Each of the directors 150 includes a pad 152 that rotates on a pivot point 154. For each director 150, a piston 160 engages one side of a lever 156 of the pad 152, while a biasing element 158 engages the opposite side of the lever 156. The biasing element 158 biases against the other side of the lever to counter the movement of the piston 160. In this way, the piston 160 is alternatingly displaceable in the housing chamber 162 between extended and retracted conditions to pivot the pad 152 to extend away from the housing 102 or retract in toward the housing 102. As noted herein, other arrangements are possible. For example, the piston 160 can contact the underside of the pad 152 directly. The pistons 160 can stroke in a radial direction as opposed to stroking in a tangential direction, and there may be no biasing element to retract the pads 152. Instead, the pads 152 may retract naturally under the rotation of the housing 102 in the wellbore.

The housing 102 has an axial bore 108 along the housing's longitudinal axis (L) communicating the drillstring (22) with the drill bit (40). Internal flow components can direct at least a portion of the tool flow from the bore 108 independently to each of the piston chambers 162 for the pistons 160 and can vent the fluid in the piston chambers 162 independently to outside the apparatus 50 (i.e., to the borehole annulus).

The pads 152 can have surface treatment, such as Tungsten Carbide hard facing, or other feature to resist wear. The housing 102 can be configured for more than one borehole size. For example, the housing 102 can be used for drilling 8-⅜, 8-½, and 8-¾ in. hole sizes. However, different pads 152 of different lengths and dimensions can be used with a given the housing 102 for the different hole sizes. This gives some versatility and modularity to the assembly.

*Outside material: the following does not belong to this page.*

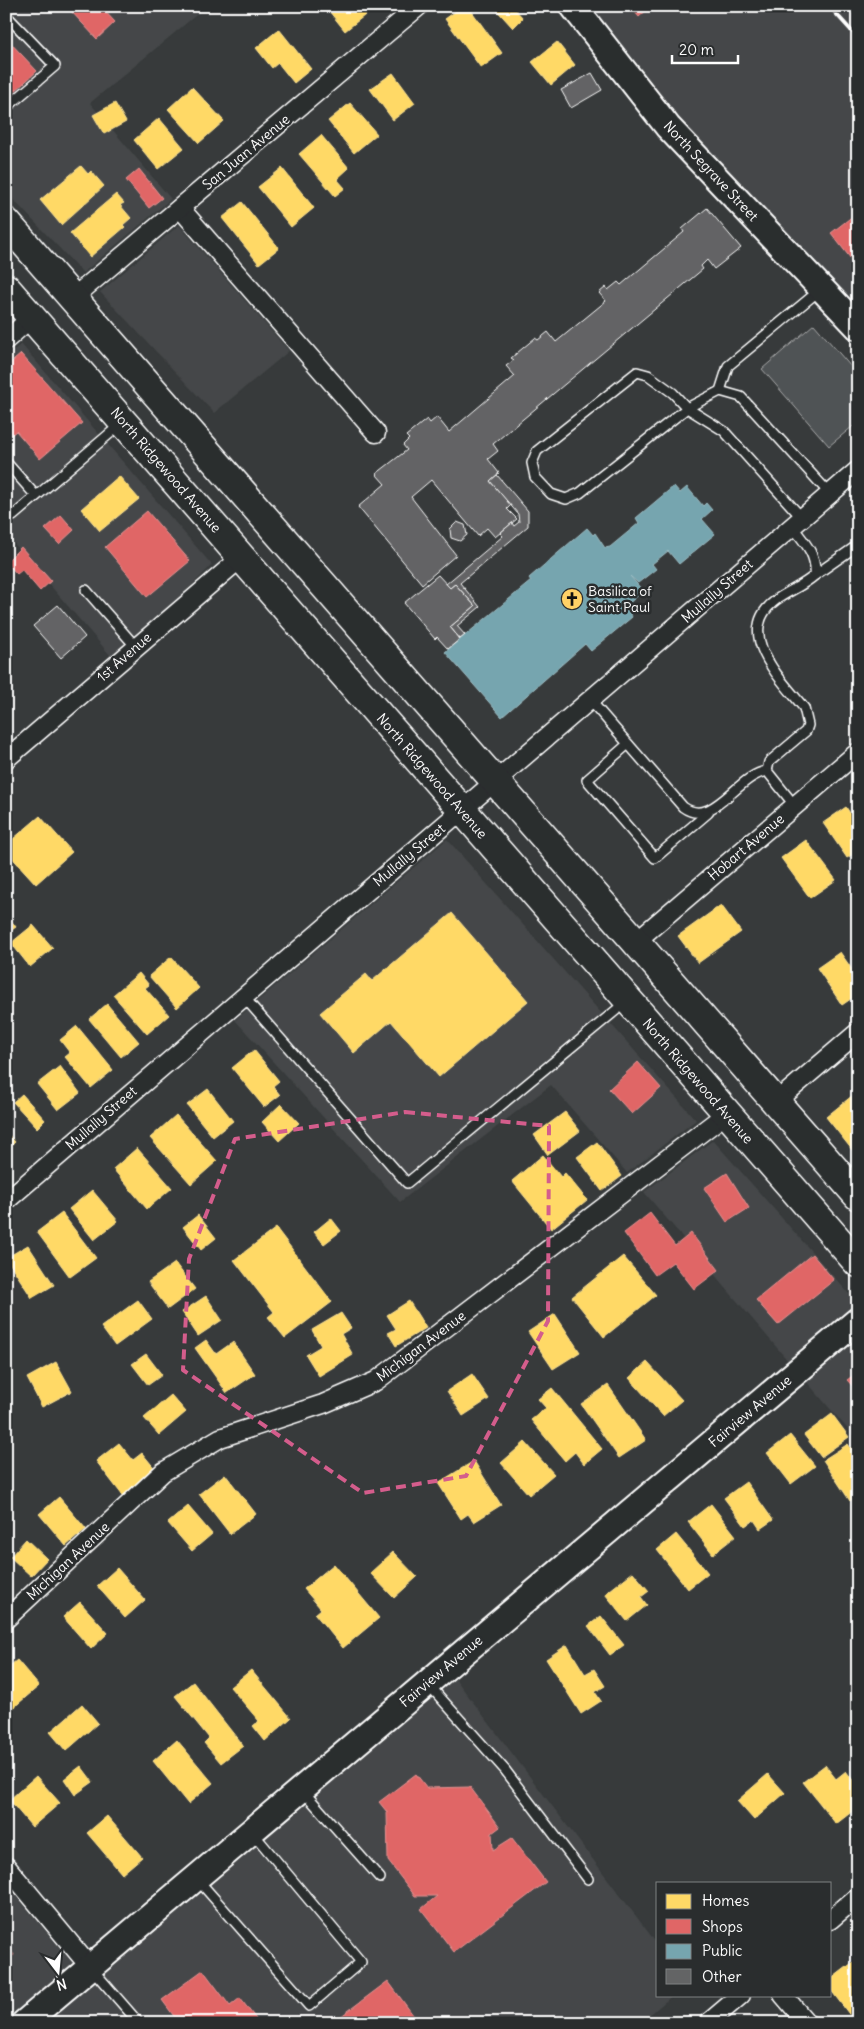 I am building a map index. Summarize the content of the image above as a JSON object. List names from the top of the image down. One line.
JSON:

As shown in FIG. 2D, the housing 102 has an oil filled rotary actuating device 10 that is housed in a pocket of the housing 102 and connects independently to its respective director 150.

FIGS. 3A-3C illustrate an alternative configuration for the steering apparatus 50. As before, FIG. 3A illustrates a perspective view of portion of the steering apparatus 50 for the drilling assembly (20). As already noted, the steering apparatus 50 of the drilling assembly (20) is disposed on a drillstring (22) for deviating a borehole advanced by the drill bit (40). Further details of the steering apparatus 50 are provided in the end-view of FIG. 3B and the end-sectional view of FIG. 3C.

In this arrangement, each of the directors 150 includes a pad 152 that rotates on a pivot point 154. For each director 150, a piston 160 engages the under-side of the pad 152, while a biasing element 158 engages an inner side of a lever 156 on the pad 152.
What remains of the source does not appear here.